▸ Activity
Restate all of the data exactly.

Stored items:
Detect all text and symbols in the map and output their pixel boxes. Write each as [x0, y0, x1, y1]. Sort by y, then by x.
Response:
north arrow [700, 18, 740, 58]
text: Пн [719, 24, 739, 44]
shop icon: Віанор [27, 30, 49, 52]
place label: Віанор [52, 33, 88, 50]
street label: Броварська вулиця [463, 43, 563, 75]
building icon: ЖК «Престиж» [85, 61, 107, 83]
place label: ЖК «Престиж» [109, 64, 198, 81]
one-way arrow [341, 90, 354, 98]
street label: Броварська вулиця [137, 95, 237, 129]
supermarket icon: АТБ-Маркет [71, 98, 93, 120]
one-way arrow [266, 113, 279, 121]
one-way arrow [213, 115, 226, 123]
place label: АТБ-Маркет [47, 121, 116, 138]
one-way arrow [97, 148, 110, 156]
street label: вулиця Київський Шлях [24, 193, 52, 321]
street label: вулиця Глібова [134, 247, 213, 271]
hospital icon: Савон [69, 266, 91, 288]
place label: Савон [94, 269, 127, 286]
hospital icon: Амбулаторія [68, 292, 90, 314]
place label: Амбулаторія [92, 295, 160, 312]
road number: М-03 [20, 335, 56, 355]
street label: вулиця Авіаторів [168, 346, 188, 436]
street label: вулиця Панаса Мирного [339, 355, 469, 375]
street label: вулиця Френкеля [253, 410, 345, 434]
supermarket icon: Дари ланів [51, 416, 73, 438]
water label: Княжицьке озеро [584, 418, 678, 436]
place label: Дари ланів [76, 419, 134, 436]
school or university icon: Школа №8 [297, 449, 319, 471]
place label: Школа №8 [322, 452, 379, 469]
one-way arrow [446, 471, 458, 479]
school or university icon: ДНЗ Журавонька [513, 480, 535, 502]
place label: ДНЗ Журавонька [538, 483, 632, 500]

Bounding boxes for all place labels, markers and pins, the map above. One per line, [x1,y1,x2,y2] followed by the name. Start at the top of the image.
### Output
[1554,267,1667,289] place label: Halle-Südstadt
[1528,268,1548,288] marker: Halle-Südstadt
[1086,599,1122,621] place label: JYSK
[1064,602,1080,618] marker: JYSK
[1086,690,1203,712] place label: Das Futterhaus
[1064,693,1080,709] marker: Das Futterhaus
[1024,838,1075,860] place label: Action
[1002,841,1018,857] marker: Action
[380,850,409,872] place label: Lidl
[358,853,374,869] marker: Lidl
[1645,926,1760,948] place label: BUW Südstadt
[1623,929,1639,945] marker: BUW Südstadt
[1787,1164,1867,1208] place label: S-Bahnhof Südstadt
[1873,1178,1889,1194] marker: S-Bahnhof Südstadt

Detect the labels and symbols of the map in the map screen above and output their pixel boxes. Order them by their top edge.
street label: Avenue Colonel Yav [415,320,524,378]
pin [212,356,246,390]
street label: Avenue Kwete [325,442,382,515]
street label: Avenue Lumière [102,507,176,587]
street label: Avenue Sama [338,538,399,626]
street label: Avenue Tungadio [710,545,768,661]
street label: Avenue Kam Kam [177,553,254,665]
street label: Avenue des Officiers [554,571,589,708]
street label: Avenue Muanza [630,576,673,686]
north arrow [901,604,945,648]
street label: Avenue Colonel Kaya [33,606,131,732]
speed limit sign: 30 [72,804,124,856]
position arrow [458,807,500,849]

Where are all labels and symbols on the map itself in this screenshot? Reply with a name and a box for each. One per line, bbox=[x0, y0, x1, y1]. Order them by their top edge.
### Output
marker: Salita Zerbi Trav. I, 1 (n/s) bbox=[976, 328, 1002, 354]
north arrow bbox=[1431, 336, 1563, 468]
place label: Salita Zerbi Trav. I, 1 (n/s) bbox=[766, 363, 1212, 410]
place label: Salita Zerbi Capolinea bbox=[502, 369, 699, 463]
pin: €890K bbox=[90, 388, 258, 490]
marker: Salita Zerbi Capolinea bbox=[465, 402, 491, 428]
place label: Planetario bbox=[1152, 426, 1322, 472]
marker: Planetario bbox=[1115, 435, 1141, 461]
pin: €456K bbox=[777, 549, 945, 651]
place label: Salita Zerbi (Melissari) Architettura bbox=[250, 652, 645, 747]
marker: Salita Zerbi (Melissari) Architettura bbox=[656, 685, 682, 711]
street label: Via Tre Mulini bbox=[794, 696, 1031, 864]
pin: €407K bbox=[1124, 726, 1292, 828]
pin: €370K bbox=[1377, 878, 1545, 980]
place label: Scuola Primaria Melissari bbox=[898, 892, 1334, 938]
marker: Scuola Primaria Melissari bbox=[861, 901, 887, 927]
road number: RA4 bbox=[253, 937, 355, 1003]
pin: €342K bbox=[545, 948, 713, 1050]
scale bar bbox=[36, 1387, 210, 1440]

▸ Output of the exercise
Detect all text and symbols in the map and output their pixel boxes. Write each as [x0, y0, x1, y1]. Sort by y, then by x.
Response:
north arrow [700, 18, 740, 58]
text: Пн [719, 24, 739, 44]
shop icon: Віанор [27, 30, 49, 52]
place label: Віанор [52, 33, 88, 50]
street label: Броварська вулиця [463, 43, 563, 75]
building icon: ЖК «Престиж» [85, 61, 107, 83]
place label: ЖК «Престиж» [109, 64, 198, 81]
one-way arrow [341, 90, 354, 98]
street label: Броварська вулиця [137, 95, 237, 129]
supermarket icon: АТБ-Маркет [71, 98, 93, 120]
one-way arrow [266, 113, 279, 121]
one-way arrow [213, 115, 226, 123]
place label: АТБ-Маркет [47, 121, 116, 138]
one-way arrow [97, 148, 110, 156]
street label: вулиця Київський Шлях [24, 193, 52, 321]
street label: вулиця Глібова [134, 247, 213, 271]
hospital icon: Савон [69, 266, 91, 288]
place label: Савон [94, 269, 127, 286]
hospital icon: Амбулаторія [68, 292, 90, 314]
place label: Амбулаторія [92, 295, 160, 312]
road number: М-03 [20, 335, 56, 355]
street label: вулиця Авіаторів [168, 346, 188, 436]
street label: вулиця Панаса Мирного [339, 355, 469, 375]
street label: вулиця Френкеля [253, 410, 345, 434]
supermarket icon: Дари ланів [51, 416, 73, 438]
water label: Княжицьке озеро [584, 418, 678, 436]
place label: Дари ланів [76, 419, 134, 436]
school or university icon: Школа №8 [297, 449, 319, 471]
place label: Школа №8 [322, 452, 379, 469]
one-way arrow [446, 471, 458, 479]
school or university icon: ДНЗ Журавонька [513, 480, 535, 502]
place label: ДНЗ Журавонька [538, 483, 632, 500]

Bounding boxes for all place labels, markers and pins, the map above. One per line, [x1,y1,x2,y2] followed by the name. Start at the top of the image.
### Output
[1554,267,1667,289] place label: Halle-Südstadt
[1528,268,1548,288] marker: Halle-Südstadt
[1086,599,1122,621] place label: JYSK
[1064,602,1080,618] marker: JYSK
[1086,690,1203,712] place label: Das Futterhaus
[1064,693,1080,709] marker: Das Futterhaus
[1024,838,1075,860] place label: Action
[1002,841,1018,857] marker: Action
[380,850,409,872] place label: Lidl
[358,853,374,869] marker: Lidl
[1645,926,1760,948] place label: BUW Südstadt
[1623,929,1639,945] marker: BUW Südstadt
[1787,1164,1867,1208] place label: S-Bahnhof Südstadt
[1873,1178,1889,1194] marker: S-Bahnhof Südstadt

Detect the labels and symbols of the map in the map screen above and output their pixel boxes. Order them by their top edge.
street label: Avenue Colonel Yav [415,320,524,378]
pin [212,356,246,390]
street label: Avenue Kwete [325,442,382,515]
street label: Avenue Lumière [102,507,176,587]
street label: Avenue Sama [338,538,399,626]
street label: Avenue Tungadio [710,545,768,661]
street label: Avenue Kam Kam [177,553,254,665]
street label: Avenue des Officiers [554,571,589,708]
street label: Avenue Muanza [630,576,673,686]
north arrow [901,604,945,648]
street label: Avenue Colonel Kaya [33,606,131,732]
speed limit sign: 30 [72,804,124,856]
position arrow [458,807,500,849]

Where are all labels and symbols on the map itself in this screenshot? Reply with a name and a box for each. One per line, bbox=[x0, y0, x1, y1]. Order them by their top edge.
### Output
marker: Salita Zerbi Trav. I, 1 (n/s) bbox=[976, 328, 1002, 354]
north arrow bbox=[1431, 336, 1563, 468]
place label: Salita Zerbi Trav. I, 1 (n/s) bbox=[766, 363, 1212, 410]
place label: Salita Zerbi Capolinea bbox=[502, 369, 699, 463]
pin: €890K bbox=[90, 388, 258, 490]
marker: Salita Zerbi Capolinea bbox=[465, 402, 491, 428]
place label: Planetario bbox=[1152, 426, 1322, 472]
marker: Planetario bbox=[1115, 435, 1141, 461]
pin: €456K bbox=[777, 549, 945, 651]
place label: Salita Zerbi (Melissari) Architettura bbox=[250, 652, 645, 747]
marker: Salita Zerbi (Melissari) Architettura bbox=[656, 685, 682, 711]
street label: Via Tre Mulini bbox=[794, 696, 1031, 864]
pin: €407K bbox=[1124, 726, 1292, 828]
pin: €370K bbox=[1377, 878, 1545, 980]
place label: Scuola Primaria Melissari bbox=[898, 892, 1334, 938]
marker: Scuola Primaria Melissari bbox=[861, 901, 887, 927]
road number: RA4 bbox=[253, 937, 355, 1003]
pin: €342K bbox=[545, 948, 713, 1050]
scale bar bbox=[36, 1387, 210, 1440]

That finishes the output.